Search the records for the string "data", then copy each line where it appears.

— RECORD EXCERPTS —

- - -

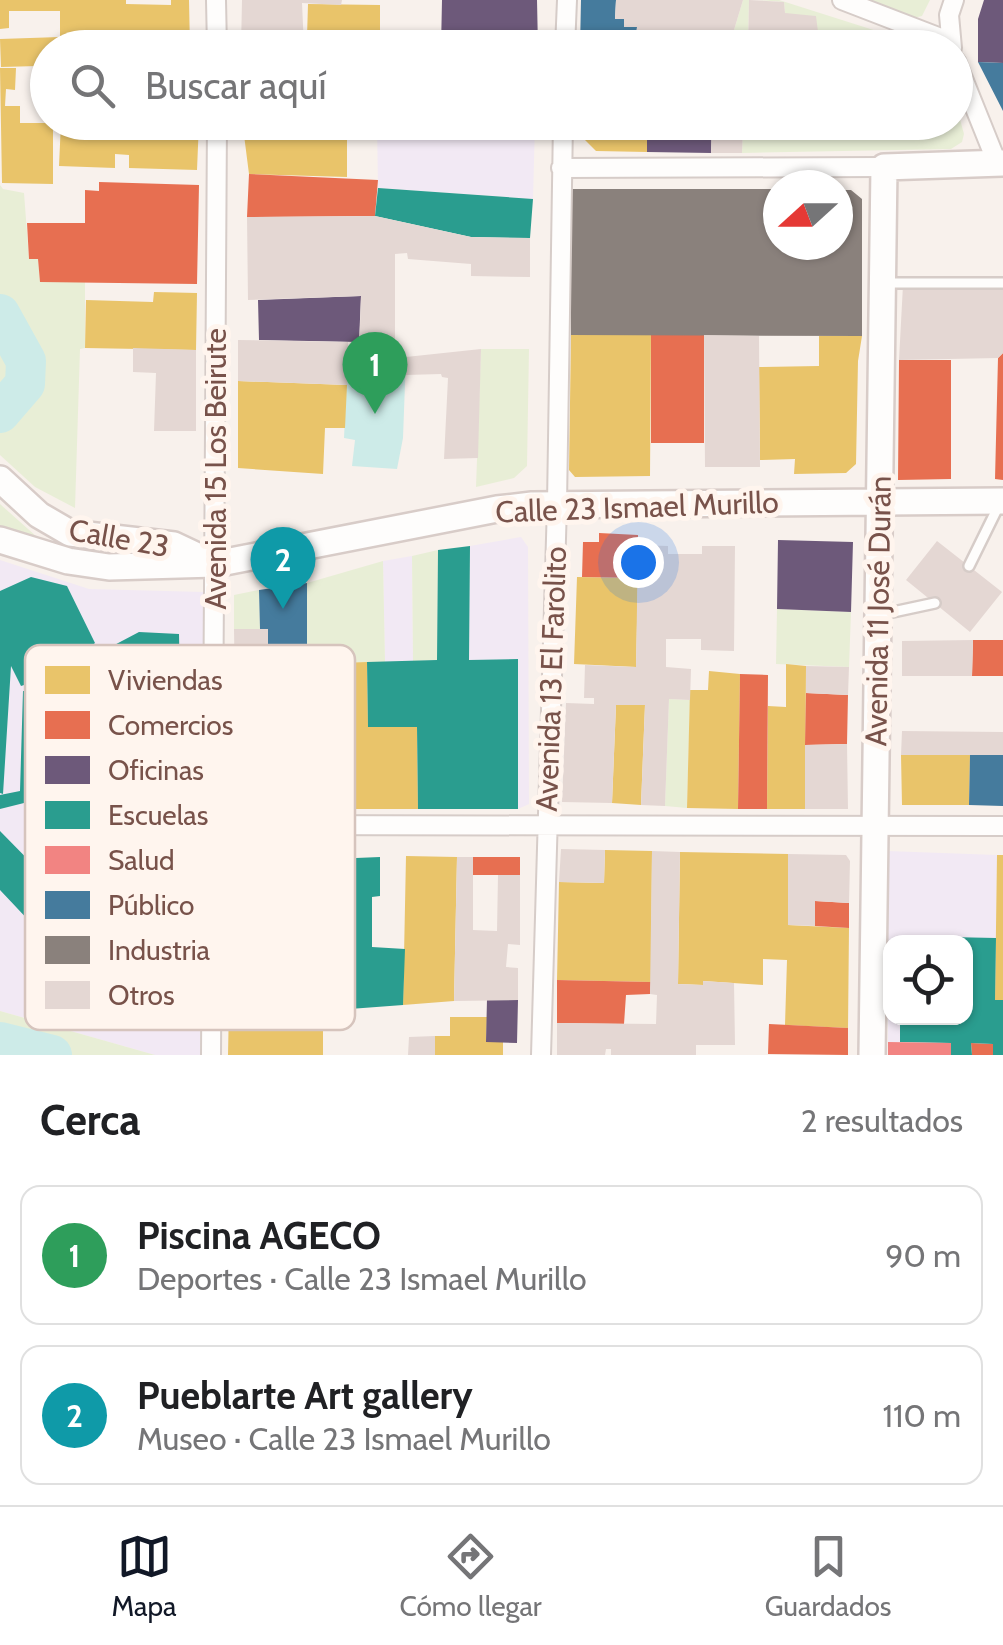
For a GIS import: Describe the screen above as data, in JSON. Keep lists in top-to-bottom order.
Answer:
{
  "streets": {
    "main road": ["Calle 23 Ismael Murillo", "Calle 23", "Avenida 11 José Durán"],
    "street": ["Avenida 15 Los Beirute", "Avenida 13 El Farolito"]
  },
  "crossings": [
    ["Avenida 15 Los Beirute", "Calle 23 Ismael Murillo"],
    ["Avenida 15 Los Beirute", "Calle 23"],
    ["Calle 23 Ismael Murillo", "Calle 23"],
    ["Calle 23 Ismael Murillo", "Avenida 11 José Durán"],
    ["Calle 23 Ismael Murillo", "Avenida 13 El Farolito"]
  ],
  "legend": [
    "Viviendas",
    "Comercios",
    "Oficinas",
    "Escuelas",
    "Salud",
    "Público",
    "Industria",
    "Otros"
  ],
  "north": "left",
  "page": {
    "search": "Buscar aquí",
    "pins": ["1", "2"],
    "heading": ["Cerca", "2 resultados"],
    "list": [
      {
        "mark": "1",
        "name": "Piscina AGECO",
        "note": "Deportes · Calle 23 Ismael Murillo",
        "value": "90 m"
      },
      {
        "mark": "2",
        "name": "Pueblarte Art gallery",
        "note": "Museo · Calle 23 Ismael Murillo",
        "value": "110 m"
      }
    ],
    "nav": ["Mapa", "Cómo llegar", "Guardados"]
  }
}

- - -

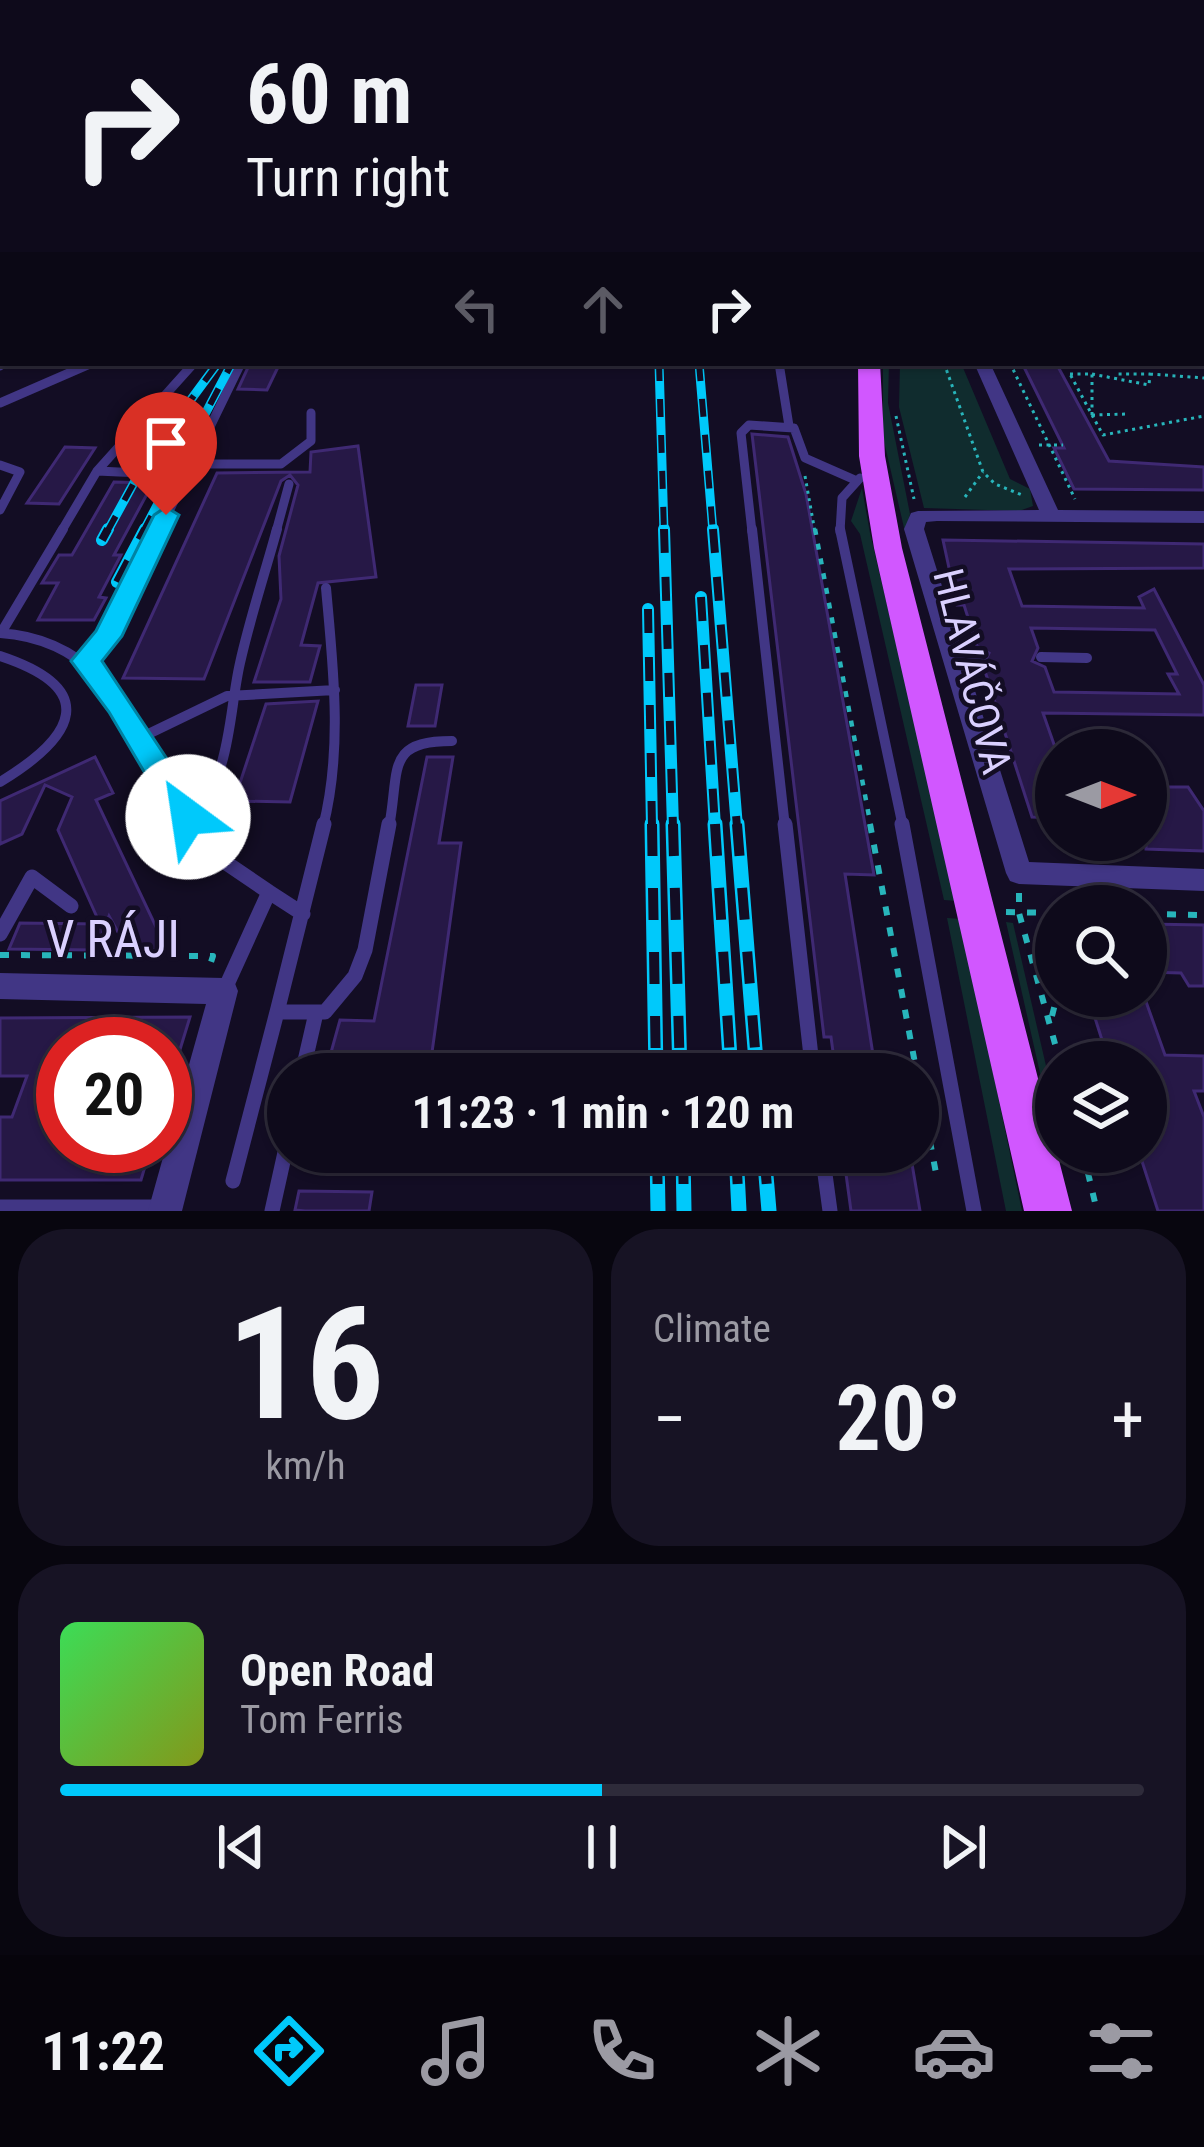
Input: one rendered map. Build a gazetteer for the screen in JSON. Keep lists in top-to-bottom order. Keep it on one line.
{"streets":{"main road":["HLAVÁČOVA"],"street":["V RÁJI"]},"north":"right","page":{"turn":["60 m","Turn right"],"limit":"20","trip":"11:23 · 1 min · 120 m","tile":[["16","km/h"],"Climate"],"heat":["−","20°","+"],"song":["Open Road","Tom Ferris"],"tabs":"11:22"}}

- - -

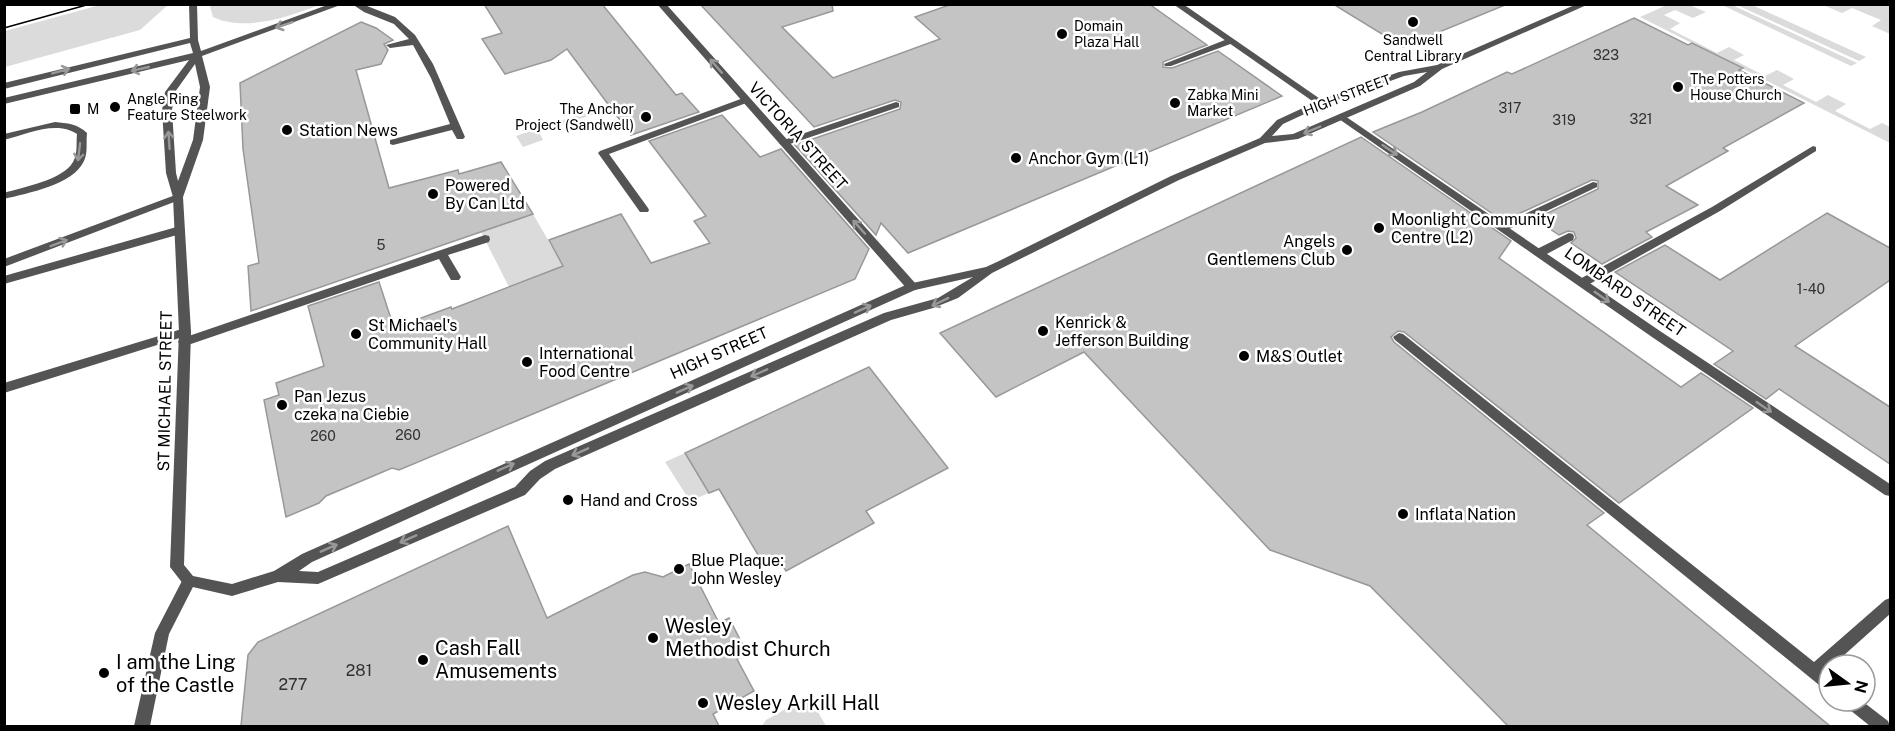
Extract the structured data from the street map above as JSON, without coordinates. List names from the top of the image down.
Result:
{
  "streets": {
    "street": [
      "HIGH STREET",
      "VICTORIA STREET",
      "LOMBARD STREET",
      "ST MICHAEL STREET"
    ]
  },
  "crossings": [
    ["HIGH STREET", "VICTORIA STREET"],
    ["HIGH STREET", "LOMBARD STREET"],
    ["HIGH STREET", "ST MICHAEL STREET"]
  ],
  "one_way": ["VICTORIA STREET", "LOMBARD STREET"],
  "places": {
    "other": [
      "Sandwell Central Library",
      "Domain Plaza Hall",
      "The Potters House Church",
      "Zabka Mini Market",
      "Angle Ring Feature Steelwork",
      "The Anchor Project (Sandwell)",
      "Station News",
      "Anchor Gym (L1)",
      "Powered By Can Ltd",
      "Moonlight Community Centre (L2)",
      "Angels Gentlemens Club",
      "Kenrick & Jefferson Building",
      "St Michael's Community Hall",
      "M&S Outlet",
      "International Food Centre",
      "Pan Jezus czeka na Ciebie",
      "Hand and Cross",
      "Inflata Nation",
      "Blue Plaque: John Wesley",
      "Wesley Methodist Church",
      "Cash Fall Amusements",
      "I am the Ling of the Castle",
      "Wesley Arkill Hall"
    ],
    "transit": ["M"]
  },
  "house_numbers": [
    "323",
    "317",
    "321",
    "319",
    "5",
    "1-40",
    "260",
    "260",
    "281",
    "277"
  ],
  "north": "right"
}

- - -

— TASK OUTPUT —
For a GIS import: Describe the screen above as data, in JSON. Keep lists in top-to-bottom order.
Extract the structured data from the street map above as JSON, without coordinates. List names from the top of the image down.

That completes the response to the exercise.